Menteri Keuangan Suahasil Nazara(MI/USMAN ISKANDAR)
Anggota Komisi XI DPR RI Amin Ak menilai pergantian Menteri Keuangan dari Purbaya Yudhi Sadewa kepada Suahasil Nazara menjadi momentum strategis untuk memperkuat kredibilitas fiskal, stabilitas pasar keuangan, serta kepercayaan investor terhadap perekonomian nasional.
Menurut Amin, di tengah ketidakpastian ekonomi global, proses transisi kepemimpinan di Kementerian Keuangan harus memberikan jaminan bahwa arah kebijakan fiskal tetap terjaga dan konsisten.
"Pergantian menteri keuangan merupakan bagian dari kewenangan Presiden. Yang paling penting sekarang adalah memastikan transisi berjalan baik, kesinambungan kebijakan terjaga, dan kepercayaan pasar terhadap fundamental ekonomi Indonesia semakin kuat,” ujar Amin dalam keterangan tertulis di Jakarta, Selasa (15/9).
Rekam Jejak dan Pengalaman Suahasil Nazara
Amin memandang Suahasil sebagai sosok yang memiliki kompetensi mumpuni dan pengalaman panjang dalam pengelolaan kebijakan fiskal. Mengingat posisinya terdahulu sebagai Kepala Badan Kebijakan Fiskal (BKF) dan Wakil Menteri Keuangan, Suahasil dinilai sangat memahami seluk-beluk penyusunan APBN hingga dinamika pasar keuangan.
"Pak Suahasil bukan orang baru dalam pengelolaan fiskal. Pengalaman tersebut merupakan modal penting untuk menjaga kesinambungan sekaligus melakukan perbaikan terhadap kebijakan yang masih perlu diperkuat,” tuturnya.
Menjaga Kepercayaan Pasar
Tantangan utama bagi Menteri Keuangan yang baru, lanjut Amin, adalah menjaga confidence atau kepercayaan pasar.

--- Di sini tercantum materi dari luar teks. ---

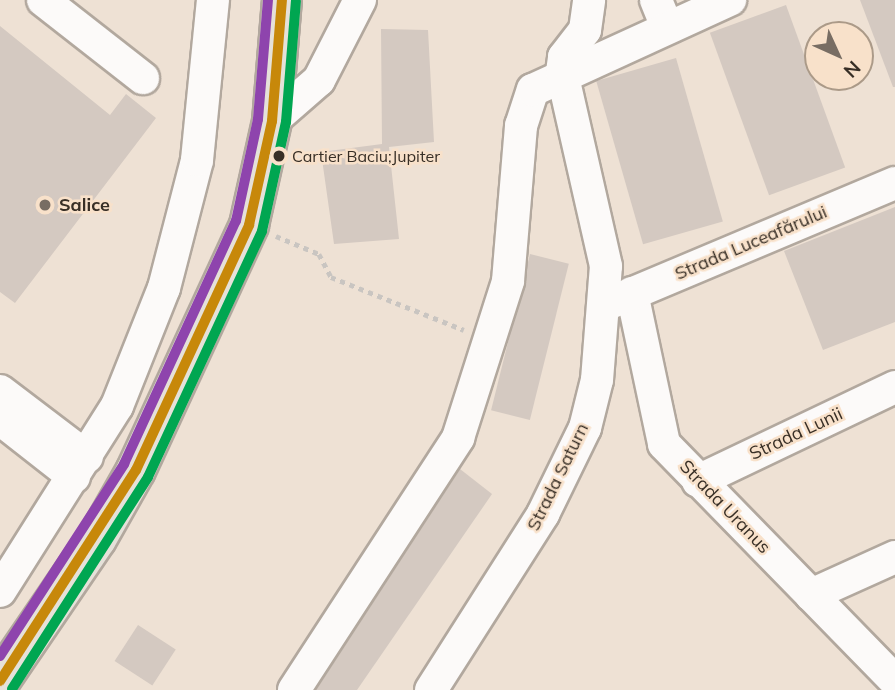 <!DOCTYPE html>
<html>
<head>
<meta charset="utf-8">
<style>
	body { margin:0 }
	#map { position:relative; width:895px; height:690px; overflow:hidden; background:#eee1d4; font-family:Mulish,sans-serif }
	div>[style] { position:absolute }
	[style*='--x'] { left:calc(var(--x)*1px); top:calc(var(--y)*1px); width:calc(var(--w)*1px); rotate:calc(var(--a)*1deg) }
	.building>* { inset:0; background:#d4c9c1; transform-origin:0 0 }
	.path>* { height:4.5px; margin-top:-2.25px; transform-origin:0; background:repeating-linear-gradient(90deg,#c9c5c1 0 5px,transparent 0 10px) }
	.roads { filter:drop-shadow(2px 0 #b2a89e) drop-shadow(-2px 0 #b2a89e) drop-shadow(0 2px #b2a89e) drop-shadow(0 -2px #b2a89e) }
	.minor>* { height:32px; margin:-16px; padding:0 16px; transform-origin:16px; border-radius:16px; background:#fcfaf9 }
	.major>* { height:38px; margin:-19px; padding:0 19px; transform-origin:19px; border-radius:19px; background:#e5e1d9 }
	.bus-1>* { height:10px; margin:-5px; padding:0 5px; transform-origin:5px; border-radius:5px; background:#c7880a }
	.bus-2>* { height:10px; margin:-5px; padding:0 5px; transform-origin:5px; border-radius:5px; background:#00a651 }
	.bus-3>* { height:10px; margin:-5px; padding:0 5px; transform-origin:5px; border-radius:5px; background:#8e44ad }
	.dots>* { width:19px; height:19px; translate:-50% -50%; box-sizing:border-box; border:4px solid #f8e1ca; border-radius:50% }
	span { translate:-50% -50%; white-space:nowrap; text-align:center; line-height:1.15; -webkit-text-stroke:5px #f8e1ca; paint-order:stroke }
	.bus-label { font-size:16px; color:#382f26 }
	.left { translate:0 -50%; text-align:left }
	.poi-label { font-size:18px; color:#382f26; font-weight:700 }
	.street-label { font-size:18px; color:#382f26 }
	.north { position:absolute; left:804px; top:21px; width:70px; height:70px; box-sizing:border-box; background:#f8e1ca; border:2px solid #ab9a88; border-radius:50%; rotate:135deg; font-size:19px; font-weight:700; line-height:28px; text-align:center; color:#382f26 }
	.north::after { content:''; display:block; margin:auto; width:24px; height:32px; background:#786d63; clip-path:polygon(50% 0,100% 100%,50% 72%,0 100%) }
</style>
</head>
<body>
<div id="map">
	<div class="building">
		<div style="clip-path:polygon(860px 0,895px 0,895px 87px,893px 87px)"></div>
		<div style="left:786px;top:5px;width:173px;height:81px;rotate:70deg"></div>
		<div style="clip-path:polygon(0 26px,110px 115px,126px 94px,156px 118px,15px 303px,0 292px)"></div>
		<div style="clip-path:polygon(381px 29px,428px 30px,434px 142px,389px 147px,399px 239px,334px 244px,321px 152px,382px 144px)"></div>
		<div style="left:676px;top:58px;width:170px;height:83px;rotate:74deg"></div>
		<div style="clip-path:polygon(895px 207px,895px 322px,823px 350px,784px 251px)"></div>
		<div style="left:530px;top:254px;width:40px;height:161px;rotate:14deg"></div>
		<div style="clip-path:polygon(460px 469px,492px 494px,357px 690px,316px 690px)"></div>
		<div style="left:138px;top:625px;width:45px;height:43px;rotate:33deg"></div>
	</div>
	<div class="path">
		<div style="--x:276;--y:236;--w:47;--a:22.7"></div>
		<div style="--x:319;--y:254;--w:26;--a:62"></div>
		<div style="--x:331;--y:277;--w:143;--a:21.7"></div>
	</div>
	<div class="roads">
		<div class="minor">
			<div style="--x:43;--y:0;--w:127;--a:38"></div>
			<div style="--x:656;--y:0;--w:29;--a:68"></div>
			<div style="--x:272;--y:121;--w:62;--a:-41.1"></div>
			<div style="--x:319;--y:80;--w:90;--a:-62.9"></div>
			<div style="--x:632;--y:293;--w:154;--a:78"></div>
			<div style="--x:664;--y:444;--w:331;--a:45.7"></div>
			<div style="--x:612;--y:302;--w:307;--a:-22.8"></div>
			<div style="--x:0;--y:391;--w:109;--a:37.2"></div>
			<div style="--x:0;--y:419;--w:94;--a:38.1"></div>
			<div style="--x:698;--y:481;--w:218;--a:-25.5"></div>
			<div style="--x:0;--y:591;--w:219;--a:-57.7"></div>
			<div style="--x:117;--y:406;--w:127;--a:-68.3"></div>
			<div style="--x:164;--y:288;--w:132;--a:-75.5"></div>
			<div style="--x:197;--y:160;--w:161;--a:-84.3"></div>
			<div style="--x:811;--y:595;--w:92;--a:-24.3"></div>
			<div style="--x:294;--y:690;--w:301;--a:-56.9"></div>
			<div style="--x:458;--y:438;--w:165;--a:-72.3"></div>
			<div style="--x:508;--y:281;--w:156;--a:-85.2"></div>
			<div style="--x:521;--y:126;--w:38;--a:-72"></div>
			<div style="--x:533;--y:90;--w:217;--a:-24.6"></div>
			<div style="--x:431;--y:690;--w:209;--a:-57.5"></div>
			<div style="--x:543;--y:514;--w:96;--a:-64"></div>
			<div style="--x:585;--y:428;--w:49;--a:-76"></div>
			<div style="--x:597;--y:380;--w:114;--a:-85.5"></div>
			<div style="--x:606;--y:266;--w:199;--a:-102.8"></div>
			<div style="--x:562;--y:72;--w:15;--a:-82"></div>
			<div style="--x:564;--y:57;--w:34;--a:-52"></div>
			<div style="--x:585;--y:30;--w:30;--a:-82"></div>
		</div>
		<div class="major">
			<div style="--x:0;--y:681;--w:172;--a:-55.7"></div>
			<div style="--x:97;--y:539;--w:79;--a:-60.5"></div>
			<div style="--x:136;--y:470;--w:270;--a:-65.2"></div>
			<div style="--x:249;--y:225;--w:107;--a:-77.5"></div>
			<div style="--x:272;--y:121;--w:121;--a:-85.3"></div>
		</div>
	</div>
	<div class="bus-1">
		<div style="--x:0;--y:681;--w:251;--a:-57.2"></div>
		<div style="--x:136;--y:470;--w:270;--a:-65.2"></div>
		<div style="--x:249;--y:225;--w:107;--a:-77.5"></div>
		<div style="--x:272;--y:121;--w:121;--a:-85.3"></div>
	</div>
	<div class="bus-2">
		<div style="--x:12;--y:689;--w:252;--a:-57.3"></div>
		<div style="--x:148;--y:477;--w:271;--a:-65.1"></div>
		<div style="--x:262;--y:231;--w:112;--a:-77.6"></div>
		<div style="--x:286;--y:122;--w:121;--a:-85.3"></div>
	</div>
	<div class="bus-3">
		<div style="--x:0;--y:656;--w:229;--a:-57.1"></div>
		<div style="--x:124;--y:464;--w:268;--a:-65.3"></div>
		<div style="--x:236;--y:221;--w:104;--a:-77.8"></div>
		<div style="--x:258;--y:119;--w:119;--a:-85.2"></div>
	</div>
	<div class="dots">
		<div style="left:279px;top:156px;background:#382f26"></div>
		<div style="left:45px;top:205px;background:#786d63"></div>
	</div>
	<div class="bus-label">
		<span class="left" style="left:292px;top:156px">Cartier Baciu;Jupiter</span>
	</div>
	<div class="poi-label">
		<span class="left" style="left:59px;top:205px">Salice</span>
	</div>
	<div class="street-label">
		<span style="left:751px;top:243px;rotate:-23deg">Strada Luceafărului</span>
		<span style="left:796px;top:434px;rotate:-25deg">Strada Lunii</span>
		<span style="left:558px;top:477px;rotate:-64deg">Strada Saturn</span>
		<span style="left:725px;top:507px;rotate:46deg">Strada Uranus</span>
	</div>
	<div class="north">N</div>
</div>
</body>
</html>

Investor memerlukan kepastian terkait arah APBN, pengelolaan utang, kebijakan perpajakan, hingga koordinasi antara otoritas fiskal dan moneter.
Ia mengingatkan agar komunikasi pemerintah tetap terukur dan konsisten guna menghindari sinyal kebijakan yang simpang siur. "Pasar dapat menerima berbagai pilihan kebijakan sepanjang arahnya jelas, konsisten, dan dapat diprediksi," tambahnya.
Terkait respons positif pasar yang ditandai dengan penguatan sejumlah saham perbankan pasca-penunjukan Suahasil, Amin meminta agar hal tersebut disikapi secara proporsional. Menurutnya, stabilitas pasar yang sesungguhnya dibangun melalui konsistensi kebijakan jangka menengah dan panjang, bukan sekadar fluktuasi harian.
Kualitas APBN dan Optimalisasi Pendapatan
Amin juga mendorong Suahasil untuk meningkatkan kualitas dan produktivitas anggaran. Disiplin fiskal tidak boleh hanya dimaknai sebagai pemotongan belanja, melainkan harus memastikan setiap rupiah memberikan manfaat ekonomi yang optimal bagi masyarakat.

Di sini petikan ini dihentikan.